Manufacturing perforated sheet metal involves a few simple steps. It begins with a sheet of material, which is flat thin and usually rectangular in shape. It is then bent into a specific shape and perforated, or perforated and then bent, depending on the design. Bends can be sharp, such as a right angle or box shape, or they can be rounded to form a curve or tube.
In most of the world, the thickness of the sheets is measured in millimetres, but in the United States (and often in Canada too), it is measured in gauges. The higher the gauge, the thinner the material, so this can be confusing at first.
The most common method of perforating the sheets is one of the oldest. It uses a roller with pins on it, and the sheet is passed under it while a great deal of weight is applied to the roll. The pins punch through the metal leaving holes behind. This method has the benefit of being able to quickly perforate long sheets, or several sheets passed through the system one after the other. Sometimes the pins on the roller are heated, which acts like a primitive weld, causing a rounding of the edges and a reinforced ring around the edge of each new hole, often used in perforated metal cladding.
A similar method is the ‘die and punch’ system, which also moves long sheets or series of sheets along a belt, but instead of passing under a roller, they pause and are perforated by another sheet, equipped with pins and lowered from above.
After a sheet is punched, the remaining waste pieces from the punching are sheared off and the surface smoothed. This method is also very fast and more than accurate enough for most applications.
Another method – this one much more precise, but also much more expensive – is the laser perforation technique. As the name suggests, this method uses a laser to cut the perforations. The edges of each hole are automatically reinforced and smoothed by the heat of the laser, and the method is capable of far more accuracy and consistency than the other methods.
Casting with metal is similar to casting with any other material. The metal is heated until it becomes liquid and can be easily poured into a shallow mould. The mould includes the desired shape as well as runners and risers that control shrinkage.

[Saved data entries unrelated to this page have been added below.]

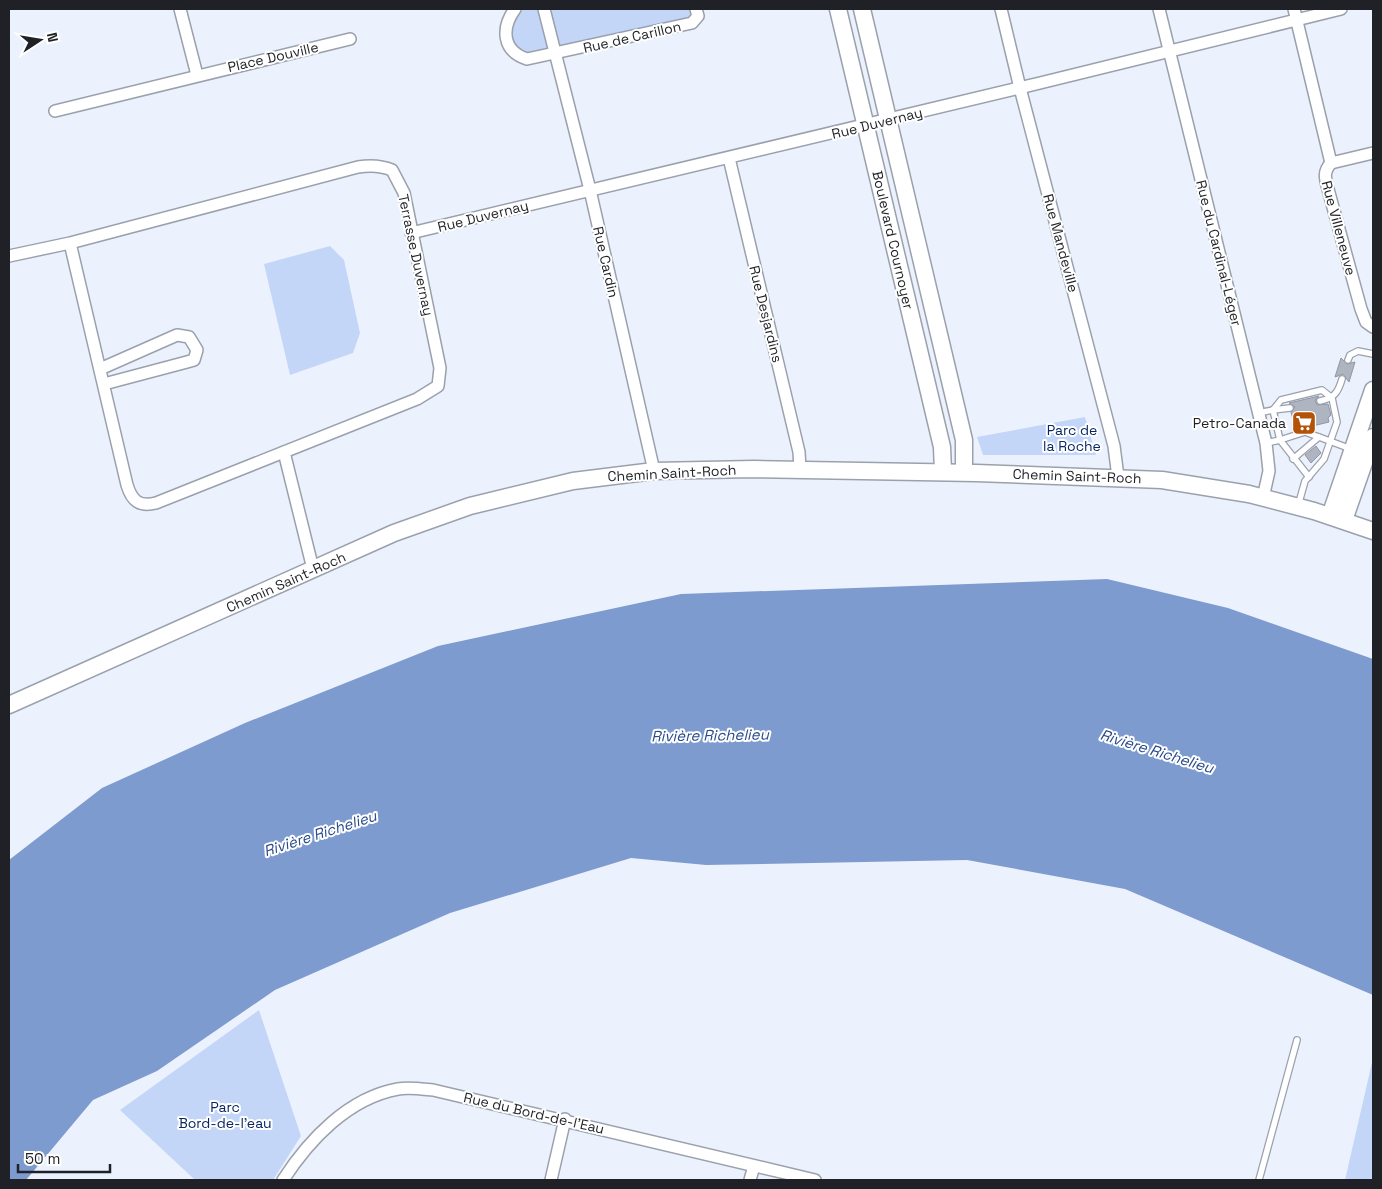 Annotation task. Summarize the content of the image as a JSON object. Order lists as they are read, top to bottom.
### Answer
{
  "streets": {
    "main road": ["Boulevard Cournoyer", "Chemin Saint-Roch"],
    "street": [
      "Rue de Carillon",
      "Place Douville",
      "Rue Duvernay",
      "Rue Villeneuve",
      "Rue Mandeville",
      "Rue du Cardinal-Léger",
      "Terrasse Duvernay",
      "Rue Cardin",
      "Rue Desjardins",
      "Rue du Bord-de-l'Eau"
    ]
  },
  "crossings": [
    ["Rue de Carillon", "Rue Cardin"],
    ["Rue Duvernay", "Rue Villeneuve"],
    ["Rue Duvernay", "Boulevard Cournoyer"],
    ["Rue Duvernay", "Rue Mandeville"],
    ["Rue Duvernay", "Rue du Cardinal-Léger"],
    ["Rue Duvernay", "Terrasse Duvernay"],
    ["Rue Duvernay", "Rue Cardin"],
    ["Rue Duvernay", "Rue Desjardins"],
    ["Boulevard Cournoyer", "Chemin Saint-Roch"],
    ["Rue Mandeville", "Chemin Saint-Roch"],
    ["Rue du Cardinal-Léger", "Chemin Saint-Roch"],
    ["Rue Cardin", "Chemin Saint-Roch"],
    ["Rue Desjardins", "Chemin Saint-Roch"]
  ],
  "water": ["Rivière Richelieu"],
  "parks": ["Parc de la Roche", "Parc Bord-de-l'eau"],
  "places": {
    "supermarket": ["Petro-Canada"]
  },
  "scale_bar": "50 m",
  "north": "right"
}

Perforations achieved by any of these methods can include various shapes, like square, round, slotted-rounded, hexagonal, star-shaped and so on. The only limitation is the size of the pin required, and if lasers are used, even that is not an issue. (source, Steelgram Fabrications)
Perforated metal is used for all kinds of purposes. Sheets can serve as balustrades, infill panels for railing or privacy walls, sound-proofing, shading, security screens, observation screens, ventilation, or even just because they look good. Many industries use them as well.